For simplicity sake, let $y = x + 12$,

Equivalently, we want to maximize the expression

$\left( \dfrac T{13\cdot 24} \right)^2 = \left[ 1 - \left(\dfrac y{26}\right)^2 \right ] \cdot \dfrac1{y^2} \cdot (y - 6)^2$

Multiplying both sides by $26^2 ,$ the expression we want to maximize is

$f(y) := \dfrac{26^2 - y^2}{y^2} (y - 6)^2 = \left(\dfrac{26^2}{y^2} - 1 \right) (y -6)^2$

A simple chain rule shows that $f'(y) = -\dfrac{2(y-6)(y^3 - 4056)}{y^2} .$

At the critical point, $f'(y) = 0 \implies y = 6, 4056^{1/3} .$ But $f(6) < f \left( 4056^{1/3} \right) ,$ so the expression is maximized at $y = 4056^{1/3} .$

Equivalently, the area on the pentagon is maximized when $x = y - 12 =\boxed{ \sqrt[3]{4056} - 12 } .$

Label the diagram as follows, and let $\theta = \angle ECA$:

By symmetry, $EC = \frac{1}{2} \cdot 52 = 26$ and $AB = \frac{1}{2} \cdot 24 = 12$.

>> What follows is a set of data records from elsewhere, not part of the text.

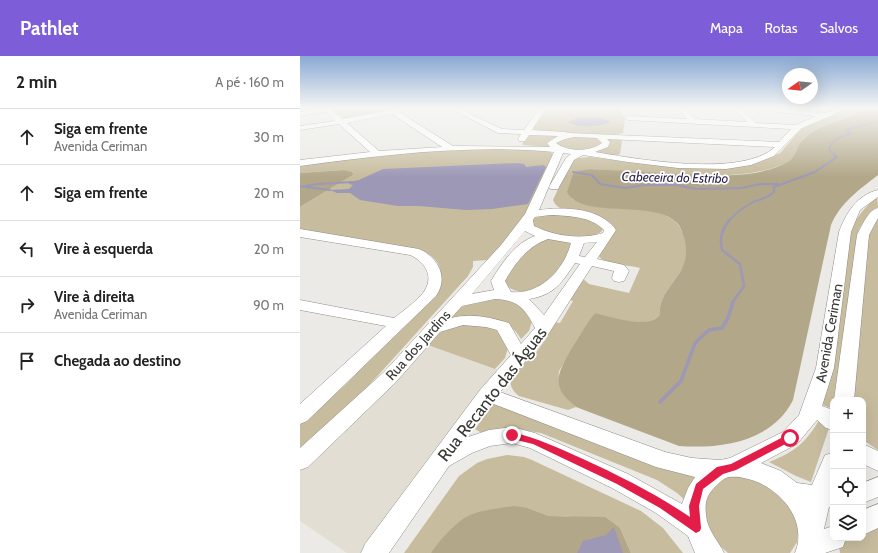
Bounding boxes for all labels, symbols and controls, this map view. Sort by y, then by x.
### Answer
text: Pathlet [20,17,79,40]
text: Mapa [710,19,743,37]
text: Rotas [765,19,798,37]
text: Salvos [820,19,858,37]
north arrow [782,68,818,104]
text: 2 min [16,72,57,92]
text: A pé · 160 m [215,74,284,90]
text: Siga em frente [54,120,147,138]
icon: ahead [16,126,38,148]
text: 30 m [254,129,284,145]
text: Avenida Ceriman [54,138,147,154]
water label: Cabeceira do Estribo [622,168,729,186]
icon: ahead [16,182,38,204]
text: Siga em frente [54,184,147,202]
text: 20 m [254,185,284,201]
icon: left [16,238,38,260]
text: Vire à esquerda [54,240,153,258]
text: 20 m [254,241,284,257]
street label: Avenida Ceriman [811,282,847,384]
text: Vire à direita [54,288,135,306]
icon: right [16,294,38,316]
text: 90 m [253,297,284,313]
text: Avenida Ceriman [54,306,147,322]
street label: Rua dos Jardins [382,306,454,384]
street label: Rua Recanto das Águas [433,322,551,465]
icon: arrive [16,350,38,372]
text: Chegada ao destino [54,352,181,370]
map controls [830,397,866,541]
button: + [830,397,866,433]
route end [503,426,521,444]
route start [781,429,799,447]
button: − [830,433,866,469]
button: locate [830,469,866,505]
button: layers [830,505,866,541]

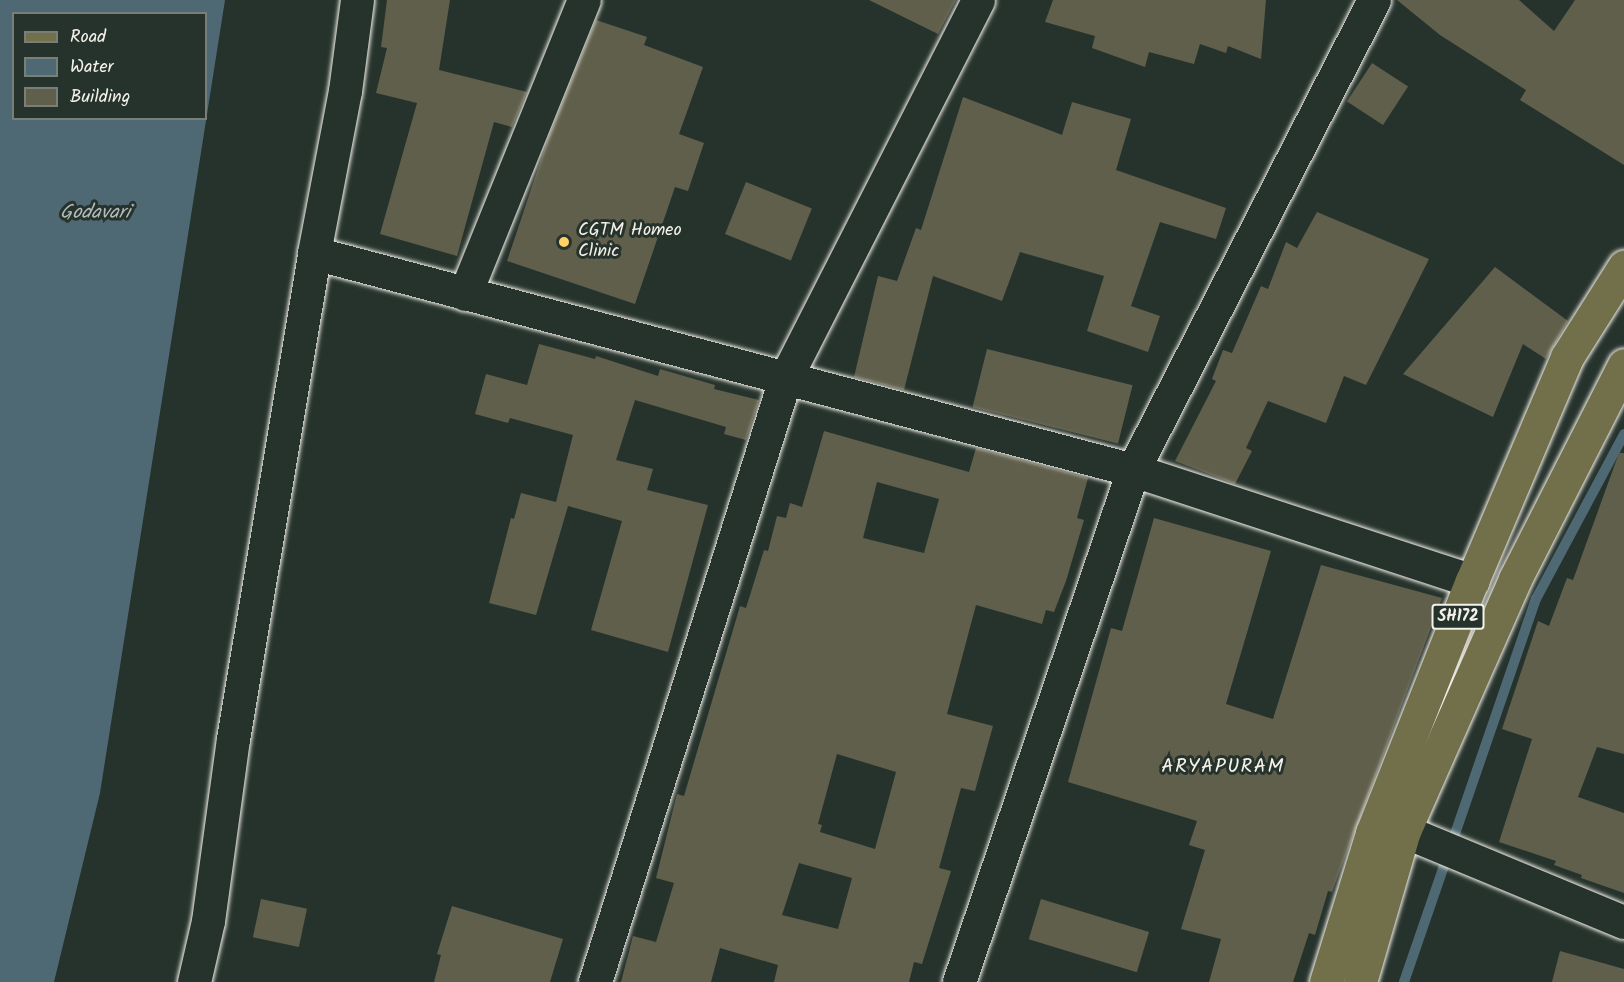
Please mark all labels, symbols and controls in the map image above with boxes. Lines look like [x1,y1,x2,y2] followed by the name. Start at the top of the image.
[12,12,207,120] legend
[70,23,106,52] text: Road
[70,53,114,82] text: Water
[70,83,130,112] text: Building
[60,201,130,225] water label: Godavari
[578,221,682,264] place label: CGTM Homeo Clinic
[555,233,573,251] marker: CGTM Homeo Clinic
[1431,604,1485,630] road number: SH172
[1161,755,1285,779] district label: ARYAPURAM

From $\triangle ACE$, $AC = 26 \cos \theta = x + 12$, so $x = 26 \cos \theta - 12 = BC$.

Since $\triangle ACE \sim \triangle BCD$ by AA similarity, $CD = \cfrac{EC \cdot BC}{AC} = \cfrac{26 \cos \theta - 12}{\cos \theta}$.

The area of the pentagon $A_{\text{pent}}$ is then:

$= 2 \cdot A_{ABDE}$

$= 2(A_{\triangle ACE} - A_{\triangle BCD})$

$= 2(\frac{1}{2} \cdot AC \cdot CE \cdot \sin \theta - \frac{1}{2} \cdot BC \cdot CD \cdot \sin \theta)$

$= 2(\frac{1}{2} \cdot 26 \cos \theta \cdot 26 \cdot \sin \theta - \frac{1}{2} \cdot (26 \cos \theta - 12) \cdot \cfrac{26 \cos \theta - 12}{\cos \theta} \cdot \sin \theta)$

$= 26^2 \cos^2 \theta \tan \theta - (26 \cos \theta - 12)^2 \tan \theta$

$= (624 \cos \theta - 144) \tan \theta$

$= 48(13 \cos \theta - 3) \tan \theta$

$= 48(13 \sin \theta - 3 \tan \theta)$

And its derivative $\cfrac{dA_{\text{pent}}}{d\theta}$ is then:

$= 48(13 \cos \theta - 3 \sec^2 \theta)$

$= 48(13 \cos^3 \theta \sec^2 \theta - 3 \sec^2 \theta)$

$= 48 \sec^2 \theta (13 \cos^3 \theta - 3)$

The maximum area occurs when $\cfrac{dA_{\text{pent}}}{d\theta} = 48 \sec^2 \theta (13 \cos^3 \theta - 3) = 0$, which is when $\cos \theta = \sqrt[3]{\cfrac{3}{13}}$.

That makes the value of $x$ for which the area of pentagon is a maximum $x = 26 \cos \theta - 12 = 26 \sqrt[3]{\cfrac{3}{13}} - 12 = 2 \sqrt[3]{507} - 12 \approx \boxed{3.948}$.